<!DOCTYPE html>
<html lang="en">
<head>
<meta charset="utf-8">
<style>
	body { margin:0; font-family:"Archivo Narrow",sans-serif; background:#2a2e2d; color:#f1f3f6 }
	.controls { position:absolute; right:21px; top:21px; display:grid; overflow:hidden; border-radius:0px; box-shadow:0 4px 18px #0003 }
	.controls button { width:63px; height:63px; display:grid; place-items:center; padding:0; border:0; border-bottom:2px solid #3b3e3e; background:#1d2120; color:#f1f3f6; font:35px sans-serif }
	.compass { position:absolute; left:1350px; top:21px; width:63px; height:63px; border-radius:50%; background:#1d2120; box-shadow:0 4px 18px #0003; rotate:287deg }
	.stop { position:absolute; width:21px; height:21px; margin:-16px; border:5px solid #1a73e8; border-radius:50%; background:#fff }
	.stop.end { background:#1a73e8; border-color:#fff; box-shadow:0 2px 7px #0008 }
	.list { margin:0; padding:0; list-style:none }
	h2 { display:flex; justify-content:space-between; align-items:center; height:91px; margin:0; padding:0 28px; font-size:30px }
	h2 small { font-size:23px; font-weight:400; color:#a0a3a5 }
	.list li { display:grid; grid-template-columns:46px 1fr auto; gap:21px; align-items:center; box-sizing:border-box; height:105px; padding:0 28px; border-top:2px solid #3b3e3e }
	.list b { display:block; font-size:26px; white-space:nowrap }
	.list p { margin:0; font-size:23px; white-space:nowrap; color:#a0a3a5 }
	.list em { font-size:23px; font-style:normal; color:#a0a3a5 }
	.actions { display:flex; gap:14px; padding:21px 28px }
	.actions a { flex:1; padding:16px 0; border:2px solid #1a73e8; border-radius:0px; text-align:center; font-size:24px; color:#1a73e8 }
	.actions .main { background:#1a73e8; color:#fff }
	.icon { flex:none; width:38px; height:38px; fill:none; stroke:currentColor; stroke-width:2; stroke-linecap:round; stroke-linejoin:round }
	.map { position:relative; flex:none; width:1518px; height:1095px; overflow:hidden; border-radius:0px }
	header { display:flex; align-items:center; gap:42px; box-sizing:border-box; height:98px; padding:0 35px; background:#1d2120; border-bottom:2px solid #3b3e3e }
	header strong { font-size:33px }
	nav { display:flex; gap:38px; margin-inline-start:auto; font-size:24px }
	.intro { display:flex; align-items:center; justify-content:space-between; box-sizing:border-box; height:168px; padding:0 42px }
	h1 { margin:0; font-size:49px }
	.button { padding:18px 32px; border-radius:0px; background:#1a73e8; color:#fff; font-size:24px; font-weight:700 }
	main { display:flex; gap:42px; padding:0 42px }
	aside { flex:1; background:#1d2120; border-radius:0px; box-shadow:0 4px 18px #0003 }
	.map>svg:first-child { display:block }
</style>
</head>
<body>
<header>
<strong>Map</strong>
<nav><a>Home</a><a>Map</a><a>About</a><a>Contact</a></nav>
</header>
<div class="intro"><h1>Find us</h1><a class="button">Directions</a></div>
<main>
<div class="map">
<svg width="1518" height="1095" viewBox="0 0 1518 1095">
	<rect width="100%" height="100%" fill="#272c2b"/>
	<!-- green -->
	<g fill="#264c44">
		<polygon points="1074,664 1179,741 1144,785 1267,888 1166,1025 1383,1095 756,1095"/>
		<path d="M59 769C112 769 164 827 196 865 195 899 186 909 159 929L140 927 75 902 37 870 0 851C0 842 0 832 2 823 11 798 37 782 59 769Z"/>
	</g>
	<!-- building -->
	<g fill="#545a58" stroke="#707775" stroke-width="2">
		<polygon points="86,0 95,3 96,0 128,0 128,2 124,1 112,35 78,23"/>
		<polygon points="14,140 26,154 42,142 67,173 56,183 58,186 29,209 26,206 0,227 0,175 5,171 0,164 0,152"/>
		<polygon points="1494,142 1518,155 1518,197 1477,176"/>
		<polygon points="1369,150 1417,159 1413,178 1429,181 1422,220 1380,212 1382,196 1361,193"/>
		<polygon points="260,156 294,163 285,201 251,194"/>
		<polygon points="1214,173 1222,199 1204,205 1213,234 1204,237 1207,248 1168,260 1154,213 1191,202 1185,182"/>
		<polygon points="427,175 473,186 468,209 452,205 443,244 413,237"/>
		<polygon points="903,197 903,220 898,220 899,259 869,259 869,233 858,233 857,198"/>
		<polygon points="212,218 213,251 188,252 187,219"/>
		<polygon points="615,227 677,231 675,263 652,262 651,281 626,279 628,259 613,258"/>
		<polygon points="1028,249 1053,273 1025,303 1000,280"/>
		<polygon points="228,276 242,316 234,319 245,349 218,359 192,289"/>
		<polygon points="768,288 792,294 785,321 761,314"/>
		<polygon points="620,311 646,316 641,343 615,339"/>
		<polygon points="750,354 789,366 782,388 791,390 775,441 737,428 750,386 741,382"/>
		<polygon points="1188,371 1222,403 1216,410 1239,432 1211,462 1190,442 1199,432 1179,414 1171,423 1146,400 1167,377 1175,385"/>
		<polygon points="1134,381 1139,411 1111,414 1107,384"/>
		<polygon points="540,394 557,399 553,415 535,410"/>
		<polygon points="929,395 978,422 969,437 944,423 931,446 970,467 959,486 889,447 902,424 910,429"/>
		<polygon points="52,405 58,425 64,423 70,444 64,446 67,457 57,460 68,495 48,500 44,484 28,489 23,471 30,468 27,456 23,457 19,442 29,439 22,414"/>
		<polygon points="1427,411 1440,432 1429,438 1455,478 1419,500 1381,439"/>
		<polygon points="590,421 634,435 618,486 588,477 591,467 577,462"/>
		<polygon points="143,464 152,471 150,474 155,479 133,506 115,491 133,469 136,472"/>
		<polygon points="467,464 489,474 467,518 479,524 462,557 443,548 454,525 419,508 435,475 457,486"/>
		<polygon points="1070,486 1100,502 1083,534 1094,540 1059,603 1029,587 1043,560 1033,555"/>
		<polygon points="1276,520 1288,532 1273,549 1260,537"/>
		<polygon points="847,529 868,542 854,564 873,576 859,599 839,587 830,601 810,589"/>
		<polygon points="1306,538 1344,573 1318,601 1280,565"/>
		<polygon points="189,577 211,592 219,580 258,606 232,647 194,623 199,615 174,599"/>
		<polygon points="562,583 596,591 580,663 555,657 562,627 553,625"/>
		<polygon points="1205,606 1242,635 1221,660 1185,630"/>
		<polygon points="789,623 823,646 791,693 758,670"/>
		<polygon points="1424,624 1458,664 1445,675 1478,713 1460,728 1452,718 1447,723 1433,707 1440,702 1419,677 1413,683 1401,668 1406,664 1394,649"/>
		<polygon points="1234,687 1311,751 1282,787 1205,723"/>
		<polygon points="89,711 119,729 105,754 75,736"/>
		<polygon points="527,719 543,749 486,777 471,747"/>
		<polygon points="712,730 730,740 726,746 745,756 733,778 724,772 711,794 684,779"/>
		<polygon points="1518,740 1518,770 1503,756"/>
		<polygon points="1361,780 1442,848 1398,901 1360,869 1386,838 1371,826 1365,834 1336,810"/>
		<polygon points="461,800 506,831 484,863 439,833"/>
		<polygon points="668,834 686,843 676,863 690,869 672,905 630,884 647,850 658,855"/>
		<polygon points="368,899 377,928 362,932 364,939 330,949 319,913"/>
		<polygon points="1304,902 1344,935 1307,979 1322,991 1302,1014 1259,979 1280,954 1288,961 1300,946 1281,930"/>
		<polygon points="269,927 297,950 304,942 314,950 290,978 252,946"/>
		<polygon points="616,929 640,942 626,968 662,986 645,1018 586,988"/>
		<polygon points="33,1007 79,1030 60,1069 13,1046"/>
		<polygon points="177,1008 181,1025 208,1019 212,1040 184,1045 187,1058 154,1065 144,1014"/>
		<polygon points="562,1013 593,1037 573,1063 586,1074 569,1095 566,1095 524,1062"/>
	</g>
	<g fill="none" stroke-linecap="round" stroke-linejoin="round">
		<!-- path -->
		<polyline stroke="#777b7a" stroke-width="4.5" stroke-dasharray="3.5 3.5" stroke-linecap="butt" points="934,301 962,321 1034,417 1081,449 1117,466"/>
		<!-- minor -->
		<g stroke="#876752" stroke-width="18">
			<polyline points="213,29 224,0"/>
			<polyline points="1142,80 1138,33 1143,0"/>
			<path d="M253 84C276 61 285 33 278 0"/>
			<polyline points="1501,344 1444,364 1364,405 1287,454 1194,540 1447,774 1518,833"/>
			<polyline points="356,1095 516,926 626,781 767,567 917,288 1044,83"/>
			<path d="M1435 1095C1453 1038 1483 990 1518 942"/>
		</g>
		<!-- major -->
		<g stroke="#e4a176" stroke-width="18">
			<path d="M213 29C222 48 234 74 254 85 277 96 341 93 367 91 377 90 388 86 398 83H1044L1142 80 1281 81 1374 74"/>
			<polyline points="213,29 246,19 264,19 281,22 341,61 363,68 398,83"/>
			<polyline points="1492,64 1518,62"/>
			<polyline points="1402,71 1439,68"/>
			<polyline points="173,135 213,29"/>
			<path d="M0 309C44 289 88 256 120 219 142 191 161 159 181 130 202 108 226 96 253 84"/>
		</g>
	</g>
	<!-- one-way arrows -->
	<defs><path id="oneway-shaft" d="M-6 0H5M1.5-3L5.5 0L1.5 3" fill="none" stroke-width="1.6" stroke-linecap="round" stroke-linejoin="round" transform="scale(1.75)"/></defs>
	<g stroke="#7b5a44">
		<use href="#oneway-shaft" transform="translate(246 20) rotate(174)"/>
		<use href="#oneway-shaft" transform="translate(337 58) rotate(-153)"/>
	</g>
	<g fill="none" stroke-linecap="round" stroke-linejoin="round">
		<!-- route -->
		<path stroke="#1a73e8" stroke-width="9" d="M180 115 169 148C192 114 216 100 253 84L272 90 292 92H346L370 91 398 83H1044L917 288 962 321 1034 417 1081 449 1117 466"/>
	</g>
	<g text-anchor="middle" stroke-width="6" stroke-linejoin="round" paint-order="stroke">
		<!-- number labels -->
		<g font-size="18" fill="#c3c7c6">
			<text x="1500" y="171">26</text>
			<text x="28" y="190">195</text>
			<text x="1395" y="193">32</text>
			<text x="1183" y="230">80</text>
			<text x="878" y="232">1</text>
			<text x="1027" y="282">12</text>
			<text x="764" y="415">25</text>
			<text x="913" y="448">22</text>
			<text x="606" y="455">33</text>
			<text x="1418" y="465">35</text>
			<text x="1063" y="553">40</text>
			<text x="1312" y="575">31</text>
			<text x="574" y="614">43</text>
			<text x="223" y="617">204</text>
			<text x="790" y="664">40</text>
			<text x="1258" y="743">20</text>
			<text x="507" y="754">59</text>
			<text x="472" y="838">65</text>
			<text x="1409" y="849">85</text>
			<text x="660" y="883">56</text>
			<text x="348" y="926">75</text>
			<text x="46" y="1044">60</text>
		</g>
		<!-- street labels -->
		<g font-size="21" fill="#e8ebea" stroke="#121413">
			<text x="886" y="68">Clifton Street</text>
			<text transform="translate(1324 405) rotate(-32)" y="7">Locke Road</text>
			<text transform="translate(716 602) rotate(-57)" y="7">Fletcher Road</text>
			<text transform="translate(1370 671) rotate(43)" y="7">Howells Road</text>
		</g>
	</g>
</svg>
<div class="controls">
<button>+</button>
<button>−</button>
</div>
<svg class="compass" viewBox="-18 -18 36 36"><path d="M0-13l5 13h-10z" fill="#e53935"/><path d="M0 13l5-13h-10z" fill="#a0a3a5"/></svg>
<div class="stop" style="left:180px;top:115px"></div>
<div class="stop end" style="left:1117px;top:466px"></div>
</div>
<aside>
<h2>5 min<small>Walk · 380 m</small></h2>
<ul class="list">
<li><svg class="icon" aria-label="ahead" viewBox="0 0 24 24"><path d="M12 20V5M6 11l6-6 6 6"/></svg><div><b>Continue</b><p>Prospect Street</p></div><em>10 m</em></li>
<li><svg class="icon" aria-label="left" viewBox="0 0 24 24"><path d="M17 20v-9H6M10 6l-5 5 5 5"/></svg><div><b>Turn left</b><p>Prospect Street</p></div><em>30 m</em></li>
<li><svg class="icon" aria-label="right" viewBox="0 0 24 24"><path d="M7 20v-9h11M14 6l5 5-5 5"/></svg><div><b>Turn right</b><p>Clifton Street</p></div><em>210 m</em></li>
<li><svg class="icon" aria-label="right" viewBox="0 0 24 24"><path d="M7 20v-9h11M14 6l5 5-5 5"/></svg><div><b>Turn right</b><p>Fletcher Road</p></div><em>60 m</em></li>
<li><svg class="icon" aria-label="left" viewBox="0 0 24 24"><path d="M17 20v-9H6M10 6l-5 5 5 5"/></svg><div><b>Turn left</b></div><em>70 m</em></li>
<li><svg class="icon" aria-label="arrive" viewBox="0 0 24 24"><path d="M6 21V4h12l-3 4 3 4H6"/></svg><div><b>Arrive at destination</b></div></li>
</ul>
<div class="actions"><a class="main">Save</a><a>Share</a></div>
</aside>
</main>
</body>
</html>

####

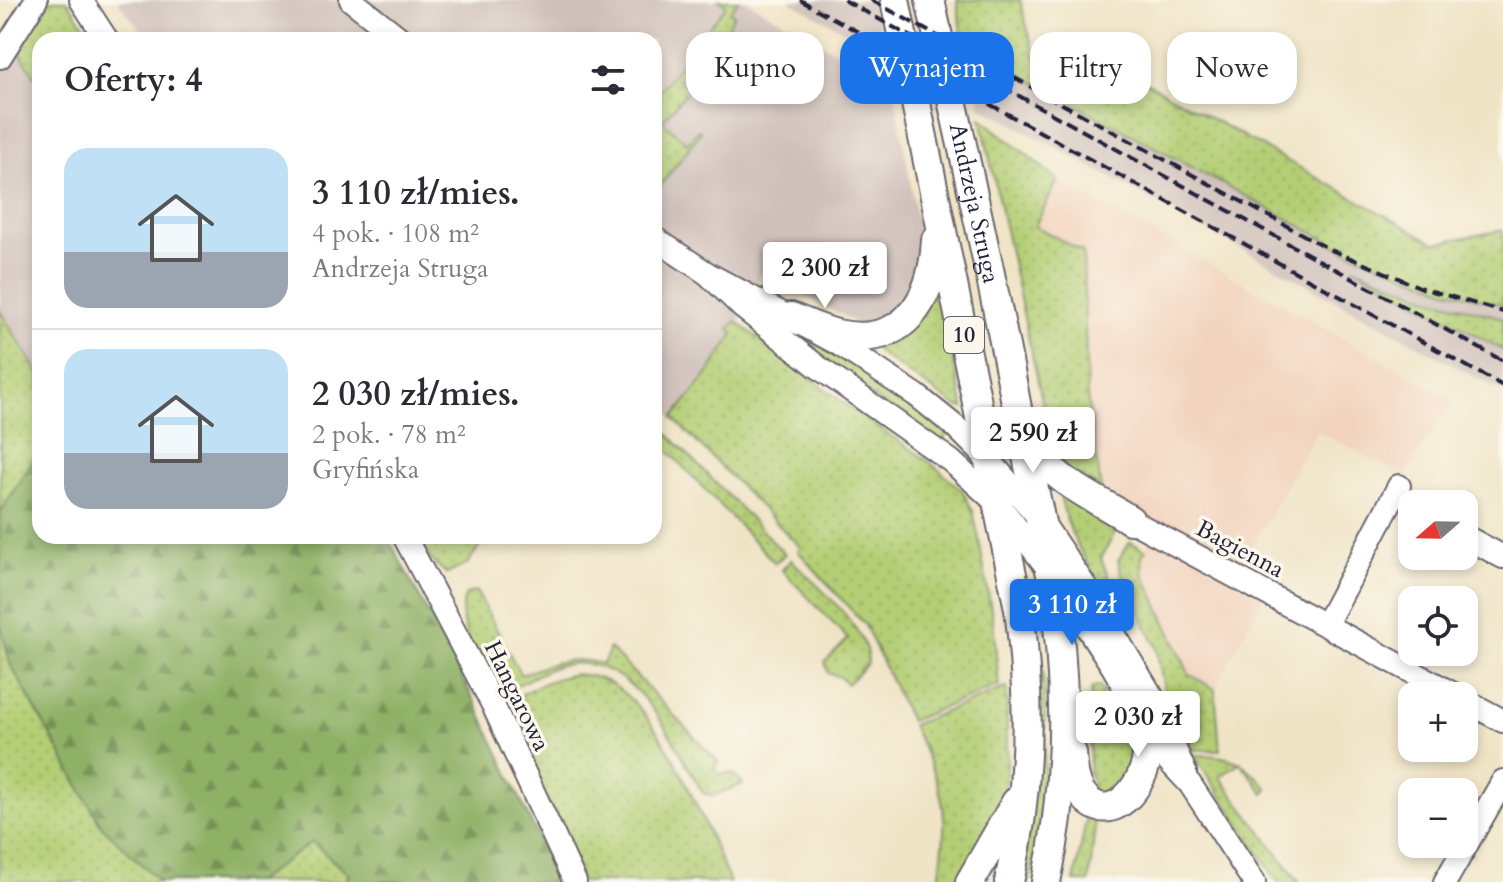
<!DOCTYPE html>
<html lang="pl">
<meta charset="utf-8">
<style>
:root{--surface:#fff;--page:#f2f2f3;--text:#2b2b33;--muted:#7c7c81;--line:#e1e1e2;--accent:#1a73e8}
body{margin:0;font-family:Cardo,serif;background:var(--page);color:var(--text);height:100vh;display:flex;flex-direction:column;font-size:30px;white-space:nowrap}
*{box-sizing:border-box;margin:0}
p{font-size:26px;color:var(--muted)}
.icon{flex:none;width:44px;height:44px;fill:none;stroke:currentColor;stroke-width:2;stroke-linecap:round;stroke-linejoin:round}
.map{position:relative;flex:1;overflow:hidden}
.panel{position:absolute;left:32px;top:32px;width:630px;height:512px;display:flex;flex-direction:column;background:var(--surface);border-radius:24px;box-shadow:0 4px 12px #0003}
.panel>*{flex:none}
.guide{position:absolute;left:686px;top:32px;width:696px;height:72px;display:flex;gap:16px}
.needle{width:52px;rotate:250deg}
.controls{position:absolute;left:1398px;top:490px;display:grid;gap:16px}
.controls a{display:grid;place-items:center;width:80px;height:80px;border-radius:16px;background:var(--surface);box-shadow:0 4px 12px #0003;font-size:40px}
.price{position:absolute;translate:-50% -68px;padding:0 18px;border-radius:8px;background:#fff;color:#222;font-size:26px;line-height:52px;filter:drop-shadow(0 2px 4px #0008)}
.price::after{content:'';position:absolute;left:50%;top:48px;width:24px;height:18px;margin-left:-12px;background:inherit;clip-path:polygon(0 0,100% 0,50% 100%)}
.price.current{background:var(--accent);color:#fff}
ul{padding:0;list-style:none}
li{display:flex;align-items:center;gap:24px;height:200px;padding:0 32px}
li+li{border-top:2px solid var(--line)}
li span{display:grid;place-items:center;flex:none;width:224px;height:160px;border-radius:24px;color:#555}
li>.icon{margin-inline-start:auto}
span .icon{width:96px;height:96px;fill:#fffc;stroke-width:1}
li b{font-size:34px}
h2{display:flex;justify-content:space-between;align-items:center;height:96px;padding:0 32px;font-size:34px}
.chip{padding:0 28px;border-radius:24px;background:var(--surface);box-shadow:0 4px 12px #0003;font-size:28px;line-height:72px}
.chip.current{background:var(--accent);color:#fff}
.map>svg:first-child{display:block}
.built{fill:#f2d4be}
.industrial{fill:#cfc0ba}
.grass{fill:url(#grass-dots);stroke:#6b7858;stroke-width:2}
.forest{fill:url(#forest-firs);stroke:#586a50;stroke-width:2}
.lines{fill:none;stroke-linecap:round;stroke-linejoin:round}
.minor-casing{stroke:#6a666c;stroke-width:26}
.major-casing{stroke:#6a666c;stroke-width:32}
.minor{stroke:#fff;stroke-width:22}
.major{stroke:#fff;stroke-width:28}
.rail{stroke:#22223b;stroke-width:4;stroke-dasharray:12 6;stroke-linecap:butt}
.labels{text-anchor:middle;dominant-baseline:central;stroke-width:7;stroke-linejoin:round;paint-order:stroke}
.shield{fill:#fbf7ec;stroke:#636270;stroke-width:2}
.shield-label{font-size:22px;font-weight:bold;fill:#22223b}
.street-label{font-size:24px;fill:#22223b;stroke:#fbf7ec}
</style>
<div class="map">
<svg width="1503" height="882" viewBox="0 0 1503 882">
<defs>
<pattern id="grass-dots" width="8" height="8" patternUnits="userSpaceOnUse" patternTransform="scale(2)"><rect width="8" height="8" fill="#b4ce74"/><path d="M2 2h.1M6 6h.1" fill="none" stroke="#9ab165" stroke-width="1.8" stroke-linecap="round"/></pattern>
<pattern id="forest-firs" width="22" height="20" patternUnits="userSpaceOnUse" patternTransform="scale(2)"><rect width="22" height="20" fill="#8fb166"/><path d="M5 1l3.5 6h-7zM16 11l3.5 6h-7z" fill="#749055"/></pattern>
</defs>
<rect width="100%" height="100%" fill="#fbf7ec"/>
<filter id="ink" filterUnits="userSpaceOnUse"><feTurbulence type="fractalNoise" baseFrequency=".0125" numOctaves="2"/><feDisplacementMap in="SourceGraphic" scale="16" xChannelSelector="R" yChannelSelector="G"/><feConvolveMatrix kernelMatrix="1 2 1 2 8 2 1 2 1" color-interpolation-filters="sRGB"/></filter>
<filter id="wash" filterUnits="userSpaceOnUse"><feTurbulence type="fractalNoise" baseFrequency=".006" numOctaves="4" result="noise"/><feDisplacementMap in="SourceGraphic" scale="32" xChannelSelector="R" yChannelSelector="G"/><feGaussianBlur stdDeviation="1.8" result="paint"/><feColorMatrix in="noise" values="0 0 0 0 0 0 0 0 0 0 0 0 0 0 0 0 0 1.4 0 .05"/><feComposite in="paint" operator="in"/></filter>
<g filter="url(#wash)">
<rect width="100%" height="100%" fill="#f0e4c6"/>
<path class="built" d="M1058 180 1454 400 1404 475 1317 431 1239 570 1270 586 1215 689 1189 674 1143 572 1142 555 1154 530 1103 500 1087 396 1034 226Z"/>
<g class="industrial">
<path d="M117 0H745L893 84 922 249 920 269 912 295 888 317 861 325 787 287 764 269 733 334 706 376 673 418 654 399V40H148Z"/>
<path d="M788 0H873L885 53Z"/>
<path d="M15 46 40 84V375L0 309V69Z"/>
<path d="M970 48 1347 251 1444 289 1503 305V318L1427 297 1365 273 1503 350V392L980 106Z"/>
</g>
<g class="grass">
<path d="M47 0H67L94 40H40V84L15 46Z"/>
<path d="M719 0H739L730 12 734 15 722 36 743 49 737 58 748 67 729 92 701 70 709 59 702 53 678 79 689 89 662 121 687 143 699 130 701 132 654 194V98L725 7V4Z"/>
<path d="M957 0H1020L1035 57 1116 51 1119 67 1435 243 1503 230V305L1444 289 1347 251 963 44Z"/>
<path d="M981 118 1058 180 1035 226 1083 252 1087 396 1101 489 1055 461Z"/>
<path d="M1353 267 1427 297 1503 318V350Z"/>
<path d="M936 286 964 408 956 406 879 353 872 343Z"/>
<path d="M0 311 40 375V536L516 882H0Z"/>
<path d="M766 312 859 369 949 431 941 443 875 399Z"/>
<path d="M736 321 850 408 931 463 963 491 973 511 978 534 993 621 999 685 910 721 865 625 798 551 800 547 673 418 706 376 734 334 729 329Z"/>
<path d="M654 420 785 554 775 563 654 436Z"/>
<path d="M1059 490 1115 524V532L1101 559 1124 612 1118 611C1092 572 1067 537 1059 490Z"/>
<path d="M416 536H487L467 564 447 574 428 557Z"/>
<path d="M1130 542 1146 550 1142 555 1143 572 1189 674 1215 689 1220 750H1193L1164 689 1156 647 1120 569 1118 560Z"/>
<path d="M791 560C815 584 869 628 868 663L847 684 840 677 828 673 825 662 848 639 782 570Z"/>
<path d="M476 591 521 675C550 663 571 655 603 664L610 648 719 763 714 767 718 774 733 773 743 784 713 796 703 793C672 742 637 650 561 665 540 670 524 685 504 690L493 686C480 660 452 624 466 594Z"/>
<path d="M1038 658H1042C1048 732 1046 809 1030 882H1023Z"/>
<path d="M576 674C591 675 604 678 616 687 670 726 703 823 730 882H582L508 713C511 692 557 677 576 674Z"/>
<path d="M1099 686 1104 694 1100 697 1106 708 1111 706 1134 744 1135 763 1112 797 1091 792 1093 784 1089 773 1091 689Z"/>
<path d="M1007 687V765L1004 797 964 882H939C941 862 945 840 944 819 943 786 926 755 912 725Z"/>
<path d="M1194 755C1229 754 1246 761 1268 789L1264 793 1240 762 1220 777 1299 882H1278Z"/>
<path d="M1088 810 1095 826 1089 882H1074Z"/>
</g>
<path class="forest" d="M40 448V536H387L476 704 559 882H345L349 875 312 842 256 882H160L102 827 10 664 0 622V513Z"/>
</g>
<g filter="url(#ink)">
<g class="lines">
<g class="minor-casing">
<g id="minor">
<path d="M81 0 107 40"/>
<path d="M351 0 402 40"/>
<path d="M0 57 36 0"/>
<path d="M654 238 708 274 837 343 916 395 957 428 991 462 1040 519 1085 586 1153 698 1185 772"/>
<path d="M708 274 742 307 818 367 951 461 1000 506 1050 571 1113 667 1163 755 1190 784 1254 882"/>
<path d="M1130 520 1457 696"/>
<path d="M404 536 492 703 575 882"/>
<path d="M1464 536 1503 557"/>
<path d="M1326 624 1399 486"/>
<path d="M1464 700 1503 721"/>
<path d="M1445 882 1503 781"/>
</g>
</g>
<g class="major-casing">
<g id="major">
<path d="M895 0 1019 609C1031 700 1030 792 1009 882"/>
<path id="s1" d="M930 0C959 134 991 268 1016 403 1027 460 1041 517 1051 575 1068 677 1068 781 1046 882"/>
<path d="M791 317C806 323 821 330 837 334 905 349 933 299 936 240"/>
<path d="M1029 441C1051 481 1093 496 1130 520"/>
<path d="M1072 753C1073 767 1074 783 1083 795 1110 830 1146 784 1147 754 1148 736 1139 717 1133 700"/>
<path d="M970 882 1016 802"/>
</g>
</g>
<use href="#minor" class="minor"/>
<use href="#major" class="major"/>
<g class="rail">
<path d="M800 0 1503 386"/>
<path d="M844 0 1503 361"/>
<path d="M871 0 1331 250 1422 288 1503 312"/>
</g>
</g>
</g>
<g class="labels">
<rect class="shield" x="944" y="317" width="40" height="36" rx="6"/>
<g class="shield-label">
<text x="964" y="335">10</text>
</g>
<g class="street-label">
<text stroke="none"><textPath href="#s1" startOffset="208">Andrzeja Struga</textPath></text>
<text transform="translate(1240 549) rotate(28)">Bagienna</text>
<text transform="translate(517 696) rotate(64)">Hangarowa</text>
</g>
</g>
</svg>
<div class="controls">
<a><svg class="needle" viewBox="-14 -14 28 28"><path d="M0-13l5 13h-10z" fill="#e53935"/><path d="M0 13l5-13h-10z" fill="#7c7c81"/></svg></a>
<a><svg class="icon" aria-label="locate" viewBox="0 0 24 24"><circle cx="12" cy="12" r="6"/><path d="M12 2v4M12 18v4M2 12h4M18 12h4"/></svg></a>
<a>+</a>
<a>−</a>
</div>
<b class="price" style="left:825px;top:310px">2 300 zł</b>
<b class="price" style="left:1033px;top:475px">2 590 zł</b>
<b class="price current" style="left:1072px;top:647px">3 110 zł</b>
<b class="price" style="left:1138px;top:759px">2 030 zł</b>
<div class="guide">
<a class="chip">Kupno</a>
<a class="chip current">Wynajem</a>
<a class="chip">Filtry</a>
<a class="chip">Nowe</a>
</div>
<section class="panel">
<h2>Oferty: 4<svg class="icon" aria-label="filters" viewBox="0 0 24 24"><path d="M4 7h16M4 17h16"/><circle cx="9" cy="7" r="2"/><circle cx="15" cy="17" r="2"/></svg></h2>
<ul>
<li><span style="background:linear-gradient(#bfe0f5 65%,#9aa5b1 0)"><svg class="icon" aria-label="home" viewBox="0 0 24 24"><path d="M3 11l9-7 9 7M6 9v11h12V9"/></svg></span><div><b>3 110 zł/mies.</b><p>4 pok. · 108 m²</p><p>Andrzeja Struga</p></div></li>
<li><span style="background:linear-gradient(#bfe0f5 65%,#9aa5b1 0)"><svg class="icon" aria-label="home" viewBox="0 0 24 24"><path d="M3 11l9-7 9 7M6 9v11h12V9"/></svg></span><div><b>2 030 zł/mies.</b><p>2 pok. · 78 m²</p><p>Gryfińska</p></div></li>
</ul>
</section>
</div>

####

Brief —
Please copy each line from the material above in which the string "white" appears.

Result below —
	.list b { display:block; font-size:26px; white-space:nowrap }
	.list p { margin:0; font-size:23px; white-space:nowrap; color:#a0a3a5 }
body{margin:0;font-family:Cardo,serif;background:var(--page);color:var(--text);height:100vh;display:flex;flex-direction:column;font-size:30px;white-space:nowrap}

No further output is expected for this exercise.